__Task directions__.
For each line below that holds the word "Freiligrathstraße", make a copy.

__Supplied material__.
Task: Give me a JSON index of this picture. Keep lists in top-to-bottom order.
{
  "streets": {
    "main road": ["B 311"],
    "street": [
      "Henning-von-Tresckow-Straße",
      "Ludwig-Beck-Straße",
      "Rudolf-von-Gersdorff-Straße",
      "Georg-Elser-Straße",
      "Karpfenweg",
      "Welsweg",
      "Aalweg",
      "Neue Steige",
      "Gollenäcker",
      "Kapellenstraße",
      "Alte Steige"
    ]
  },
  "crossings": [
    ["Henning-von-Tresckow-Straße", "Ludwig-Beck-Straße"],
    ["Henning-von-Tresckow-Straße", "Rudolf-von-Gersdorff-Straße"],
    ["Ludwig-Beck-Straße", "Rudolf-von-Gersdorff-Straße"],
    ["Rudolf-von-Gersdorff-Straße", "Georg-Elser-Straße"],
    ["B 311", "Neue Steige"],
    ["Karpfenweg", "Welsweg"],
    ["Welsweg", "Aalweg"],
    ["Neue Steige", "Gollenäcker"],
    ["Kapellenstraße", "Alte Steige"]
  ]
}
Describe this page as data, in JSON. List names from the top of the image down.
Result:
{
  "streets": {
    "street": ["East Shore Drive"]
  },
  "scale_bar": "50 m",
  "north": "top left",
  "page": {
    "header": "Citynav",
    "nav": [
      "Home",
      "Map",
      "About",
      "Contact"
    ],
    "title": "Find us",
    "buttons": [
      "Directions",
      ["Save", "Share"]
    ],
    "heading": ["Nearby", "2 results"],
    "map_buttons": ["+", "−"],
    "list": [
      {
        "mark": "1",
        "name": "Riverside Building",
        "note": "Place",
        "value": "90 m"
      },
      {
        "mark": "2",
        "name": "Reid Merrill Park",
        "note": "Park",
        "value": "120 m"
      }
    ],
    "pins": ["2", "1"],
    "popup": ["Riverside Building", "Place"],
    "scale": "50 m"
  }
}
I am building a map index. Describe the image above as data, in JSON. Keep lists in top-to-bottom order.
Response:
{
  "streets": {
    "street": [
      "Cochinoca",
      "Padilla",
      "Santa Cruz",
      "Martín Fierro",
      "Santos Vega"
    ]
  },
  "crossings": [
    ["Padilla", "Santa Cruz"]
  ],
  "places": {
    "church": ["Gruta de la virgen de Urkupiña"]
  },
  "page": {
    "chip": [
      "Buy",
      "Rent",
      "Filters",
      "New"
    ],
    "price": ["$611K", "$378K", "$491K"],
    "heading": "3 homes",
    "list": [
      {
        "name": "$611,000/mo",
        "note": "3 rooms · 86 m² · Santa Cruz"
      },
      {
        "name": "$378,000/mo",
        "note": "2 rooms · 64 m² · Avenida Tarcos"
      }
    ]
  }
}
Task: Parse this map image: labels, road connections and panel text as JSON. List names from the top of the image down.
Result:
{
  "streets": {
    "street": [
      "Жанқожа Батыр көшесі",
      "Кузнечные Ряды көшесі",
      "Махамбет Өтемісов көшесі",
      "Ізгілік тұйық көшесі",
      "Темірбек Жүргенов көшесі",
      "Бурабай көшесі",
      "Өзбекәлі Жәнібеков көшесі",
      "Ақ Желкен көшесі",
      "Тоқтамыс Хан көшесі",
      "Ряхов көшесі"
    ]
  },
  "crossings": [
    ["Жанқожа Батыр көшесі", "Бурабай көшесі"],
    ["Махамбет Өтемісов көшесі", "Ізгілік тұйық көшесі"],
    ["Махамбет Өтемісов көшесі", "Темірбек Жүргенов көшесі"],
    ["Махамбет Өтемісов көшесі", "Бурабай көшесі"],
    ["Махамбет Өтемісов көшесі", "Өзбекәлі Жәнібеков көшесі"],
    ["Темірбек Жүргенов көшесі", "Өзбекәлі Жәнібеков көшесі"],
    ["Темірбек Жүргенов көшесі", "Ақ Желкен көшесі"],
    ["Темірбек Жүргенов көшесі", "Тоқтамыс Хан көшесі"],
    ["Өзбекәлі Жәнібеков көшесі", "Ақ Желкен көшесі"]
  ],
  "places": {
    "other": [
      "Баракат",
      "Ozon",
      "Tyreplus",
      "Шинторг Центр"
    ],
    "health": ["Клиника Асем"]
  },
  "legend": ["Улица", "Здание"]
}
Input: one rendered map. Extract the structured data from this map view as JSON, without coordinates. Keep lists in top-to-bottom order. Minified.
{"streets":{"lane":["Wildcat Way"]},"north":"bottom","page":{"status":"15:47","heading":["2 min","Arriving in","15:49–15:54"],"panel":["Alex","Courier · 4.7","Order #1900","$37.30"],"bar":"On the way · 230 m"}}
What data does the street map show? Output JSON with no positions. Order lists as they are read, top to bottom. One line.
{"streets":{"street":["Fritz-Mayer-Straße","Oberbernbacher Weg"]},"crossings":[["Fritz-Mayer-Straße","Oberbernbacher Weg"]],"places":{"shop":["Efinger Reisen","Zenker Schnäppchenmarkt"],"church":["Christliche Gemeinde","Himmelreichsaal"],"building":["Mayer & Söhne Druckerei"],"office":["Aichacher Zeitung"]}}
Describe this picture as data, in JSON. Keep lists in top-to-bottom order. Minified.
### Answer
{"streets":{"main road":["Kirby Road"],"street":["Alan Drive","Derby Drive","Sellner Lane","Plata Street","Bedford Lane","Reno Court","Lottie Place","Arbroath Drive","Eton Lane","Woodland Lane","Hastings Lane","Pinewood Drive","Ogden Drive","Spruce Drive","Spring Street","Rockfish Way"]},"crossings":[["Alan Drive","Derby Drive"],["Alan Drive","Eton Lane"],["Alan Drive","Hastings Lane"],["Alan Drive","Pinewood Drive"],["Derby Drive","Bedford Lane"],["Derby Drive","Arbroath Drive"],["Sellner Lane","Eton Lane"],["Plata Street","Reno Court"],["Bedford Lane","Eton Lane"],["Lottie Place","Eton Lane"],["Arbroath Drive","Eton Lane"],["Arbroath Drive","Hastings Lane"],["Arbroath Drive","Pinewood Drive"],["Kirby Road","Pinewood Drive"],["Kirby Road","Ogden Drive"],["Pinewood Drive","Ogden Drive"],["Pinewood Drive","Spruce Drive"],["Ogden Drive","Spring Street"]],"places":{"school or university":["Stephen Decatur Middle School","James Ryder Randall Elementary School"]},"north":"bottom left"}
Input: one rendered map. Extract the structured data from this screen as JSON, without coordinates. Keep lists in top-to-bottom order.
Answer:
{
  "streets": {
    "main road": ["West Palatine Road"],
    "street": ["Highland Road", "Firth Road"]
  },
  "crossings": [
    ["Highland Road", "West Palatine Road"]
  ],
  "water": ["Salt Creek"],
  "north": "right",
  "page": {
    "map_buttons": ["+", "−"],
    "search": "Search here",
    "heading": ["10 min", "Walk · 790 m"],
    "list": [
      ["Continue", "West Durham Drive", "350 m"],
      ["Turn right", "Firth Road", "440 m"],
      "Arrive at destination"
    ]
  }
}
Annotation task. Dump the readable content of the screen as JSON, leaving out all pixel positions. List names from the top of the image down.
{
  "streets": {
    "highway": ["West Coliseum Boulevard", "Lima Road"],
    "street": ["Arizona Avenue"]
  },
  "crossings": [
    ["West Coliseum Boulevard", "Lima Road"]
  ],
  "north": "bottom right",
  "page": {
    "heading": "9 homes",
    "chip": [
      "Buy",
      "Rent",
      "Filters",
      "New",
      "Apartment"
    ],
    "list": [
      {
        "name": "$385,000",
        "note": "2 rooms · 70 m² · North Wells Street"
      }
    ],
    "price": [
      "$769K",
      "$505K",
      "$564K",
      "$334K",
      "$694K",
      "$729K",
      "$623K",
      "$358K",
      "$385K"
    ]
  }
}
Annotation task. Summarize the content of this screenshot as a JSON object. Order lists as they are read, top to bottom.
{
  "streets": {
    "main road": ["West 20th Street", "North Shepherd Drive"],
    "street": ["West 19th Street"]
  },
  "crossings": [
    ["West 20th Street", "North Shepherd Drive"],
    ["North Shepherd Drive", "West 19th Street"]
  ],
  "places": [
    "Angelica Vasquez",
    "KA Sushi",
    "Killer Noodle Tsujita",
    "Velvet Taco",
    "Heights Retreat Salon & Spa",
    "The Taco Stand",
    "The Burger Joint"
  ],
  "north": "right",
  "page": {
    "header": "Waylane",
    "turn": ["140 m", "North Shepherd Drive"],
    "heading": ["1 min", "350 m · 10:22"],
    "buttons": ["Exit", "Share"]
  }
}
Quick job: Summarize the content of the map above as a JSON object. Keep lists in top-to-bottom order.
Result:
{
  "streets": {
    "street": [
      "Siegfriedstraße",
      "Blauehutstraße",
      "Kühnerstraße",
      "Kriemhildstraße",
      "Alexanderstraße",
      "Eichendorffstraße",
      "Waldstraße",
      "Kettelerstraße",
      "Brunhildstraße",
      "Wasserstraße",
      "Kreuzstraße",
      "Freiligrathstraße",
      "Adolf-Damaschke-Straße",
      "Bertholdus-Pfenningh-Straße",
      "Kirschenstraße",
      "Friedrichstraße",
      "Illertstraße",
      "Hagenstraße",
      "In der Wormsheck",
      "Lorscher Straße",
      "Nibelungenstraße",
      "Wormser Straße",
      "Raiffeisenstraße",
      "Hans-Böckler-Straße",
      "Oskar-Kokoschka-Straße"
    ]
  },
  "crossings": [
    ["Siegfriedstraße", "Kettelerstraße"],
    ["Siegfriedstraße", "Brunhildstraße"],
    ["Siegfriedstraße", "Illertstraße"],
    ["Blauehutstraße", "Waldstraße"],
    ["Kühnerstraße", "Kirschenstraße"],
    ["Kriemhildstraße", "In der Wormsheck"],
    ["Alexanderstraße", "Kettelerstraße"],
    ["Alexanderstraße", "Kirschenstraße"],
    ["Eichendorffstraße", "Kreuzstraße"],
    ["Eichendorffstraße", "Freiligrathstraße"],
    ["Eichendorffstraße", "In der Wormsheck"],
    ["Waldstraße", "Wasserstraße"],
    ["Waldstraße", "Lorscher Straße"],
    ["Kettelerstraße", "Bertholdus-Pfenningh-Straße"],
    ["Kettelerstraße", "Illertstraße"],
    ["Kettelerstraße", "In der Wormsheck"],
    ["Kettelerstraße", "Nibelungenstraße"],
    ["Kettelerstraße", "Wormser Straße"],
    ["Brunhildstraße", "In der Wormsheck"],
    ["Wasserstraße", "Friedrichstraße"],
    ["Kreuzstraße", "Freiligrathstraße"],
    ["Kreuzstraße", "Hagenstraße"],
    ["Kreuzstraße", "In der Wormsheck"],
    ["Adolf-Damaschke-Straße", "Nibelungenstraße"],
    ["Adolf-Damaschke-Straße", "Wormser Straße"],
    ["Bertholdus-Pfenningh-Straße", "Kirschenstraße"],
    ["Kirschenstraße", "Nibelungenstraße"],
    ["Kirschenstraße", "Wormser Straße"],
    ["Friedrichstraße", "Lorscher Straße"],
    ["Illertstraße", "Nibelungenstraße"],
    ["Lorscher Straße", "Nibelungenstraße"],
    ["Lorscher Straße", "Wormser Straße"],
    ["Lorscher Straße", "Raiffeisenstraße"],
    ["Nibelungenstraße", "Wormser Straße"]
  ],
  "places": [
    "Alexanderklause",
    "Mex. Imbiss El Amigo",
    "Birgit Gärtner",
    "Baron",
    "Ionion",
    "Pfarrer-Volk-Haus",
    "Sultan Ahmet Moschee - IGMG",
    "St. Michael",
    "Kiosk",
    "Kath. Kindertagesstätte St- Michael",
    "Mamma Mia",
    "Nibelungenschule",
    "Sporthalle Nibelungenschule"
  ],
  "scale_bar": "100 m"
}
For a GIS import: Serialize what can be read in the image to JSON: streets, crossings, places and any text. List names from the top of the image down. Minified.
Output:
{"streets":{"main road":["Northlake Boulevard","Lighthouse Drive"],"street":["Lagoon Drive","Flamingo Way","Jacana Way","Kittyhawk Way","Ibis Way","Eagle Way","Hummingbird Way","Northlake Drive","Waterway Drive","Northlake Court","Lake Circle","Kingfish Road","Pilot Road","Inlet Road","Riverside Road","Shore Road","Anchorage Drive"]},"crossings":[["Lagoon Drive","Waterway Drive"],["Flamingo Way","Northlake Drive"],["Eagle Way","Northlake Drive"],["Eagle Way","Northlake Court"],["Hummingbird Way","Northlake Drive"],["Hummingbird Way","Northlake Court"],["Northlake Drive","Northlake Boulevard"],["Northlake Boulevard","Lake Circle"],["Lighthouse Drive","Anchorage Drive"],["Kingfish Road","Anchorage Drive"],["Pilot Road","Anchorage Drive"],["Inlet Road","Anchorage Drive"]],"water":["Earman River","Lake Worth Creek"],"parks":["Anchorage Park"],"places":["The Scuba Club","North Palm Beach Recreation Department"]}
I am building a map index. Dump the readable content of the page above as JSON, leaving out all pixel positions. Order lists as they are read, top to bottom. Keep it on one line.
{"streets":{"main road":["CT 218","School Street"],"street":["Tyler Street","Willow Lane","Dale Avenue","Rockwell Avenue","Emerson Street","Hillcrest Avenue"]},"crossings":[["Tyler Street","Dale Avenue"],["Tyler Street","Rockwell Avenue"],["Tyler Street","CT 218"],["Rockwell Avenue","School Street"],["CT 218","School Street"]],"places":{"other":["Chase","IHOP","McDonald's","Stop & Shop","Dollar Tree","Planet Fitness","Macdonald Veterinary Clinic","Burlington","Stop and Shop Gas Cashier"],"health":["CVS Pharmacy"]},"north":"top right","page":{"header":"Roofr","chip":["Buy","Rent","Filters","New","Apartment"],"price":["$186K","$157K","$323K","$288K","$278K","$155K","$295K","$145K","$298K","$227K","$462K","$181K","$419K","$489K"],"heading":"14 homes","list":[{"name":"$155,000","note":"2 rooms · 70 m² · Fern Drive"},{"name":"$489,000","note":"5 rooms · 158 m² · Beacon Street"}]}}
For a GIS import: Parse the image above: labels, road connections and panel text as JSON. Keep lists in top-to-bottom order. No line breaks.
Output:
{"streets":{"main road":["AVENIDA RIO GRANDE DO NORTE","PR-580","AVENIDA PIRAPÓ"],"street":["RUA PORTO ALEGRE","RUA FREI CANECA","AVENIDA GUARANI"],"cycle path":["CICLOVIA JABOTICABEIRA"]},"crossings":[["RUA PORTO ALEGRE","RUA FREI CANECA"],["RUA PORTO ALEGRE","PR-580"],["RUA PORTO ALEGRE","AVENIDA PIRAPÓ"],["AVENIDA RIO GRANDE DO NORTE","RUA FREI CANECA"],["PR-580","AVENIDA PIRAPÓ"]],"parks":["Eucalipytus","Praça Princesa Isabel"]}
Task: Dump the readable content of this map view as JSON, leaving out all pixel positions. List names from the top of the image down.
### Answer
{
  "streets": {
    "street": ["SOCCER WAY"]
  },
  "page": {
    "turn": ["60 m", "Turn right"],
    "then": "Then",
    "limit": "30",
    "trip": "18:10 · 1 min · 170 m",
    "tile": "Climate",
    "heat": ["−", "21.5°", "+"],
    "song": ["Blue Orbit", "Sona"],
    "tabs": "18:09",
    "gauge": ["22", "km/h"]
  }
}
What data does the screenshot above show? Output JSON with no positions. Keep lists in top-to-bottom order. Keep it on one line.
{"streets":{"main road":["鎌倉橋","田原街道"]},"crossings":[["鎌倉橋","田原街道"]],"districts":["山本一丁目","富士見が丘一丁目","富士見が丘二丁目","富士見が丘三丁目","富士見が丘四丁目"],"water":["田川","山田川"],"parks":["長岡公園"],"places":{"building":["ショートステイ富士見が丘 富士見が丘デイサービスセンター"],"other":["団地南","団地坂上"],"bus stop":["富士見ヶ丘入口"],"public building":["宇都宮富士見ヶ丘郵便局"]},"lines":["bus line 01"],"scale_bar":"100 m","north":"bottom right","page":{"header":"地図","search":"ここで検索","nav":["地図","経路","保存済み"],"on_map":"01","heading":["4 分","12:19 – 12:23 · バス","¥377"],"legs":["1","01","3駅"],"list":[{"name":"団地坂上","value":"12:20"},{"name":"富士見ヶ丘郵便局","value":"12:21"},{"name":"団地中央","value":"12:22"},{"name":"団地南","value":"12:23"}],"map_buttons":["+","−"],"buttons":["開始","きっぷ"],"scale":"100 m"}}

__Result of the exercise__.
      "Freiligrathstraße",
    ["Eichendorffstraße", "Freiligrathstraße"],
    ["Kreuzstraße", "Freiligrathstraße"],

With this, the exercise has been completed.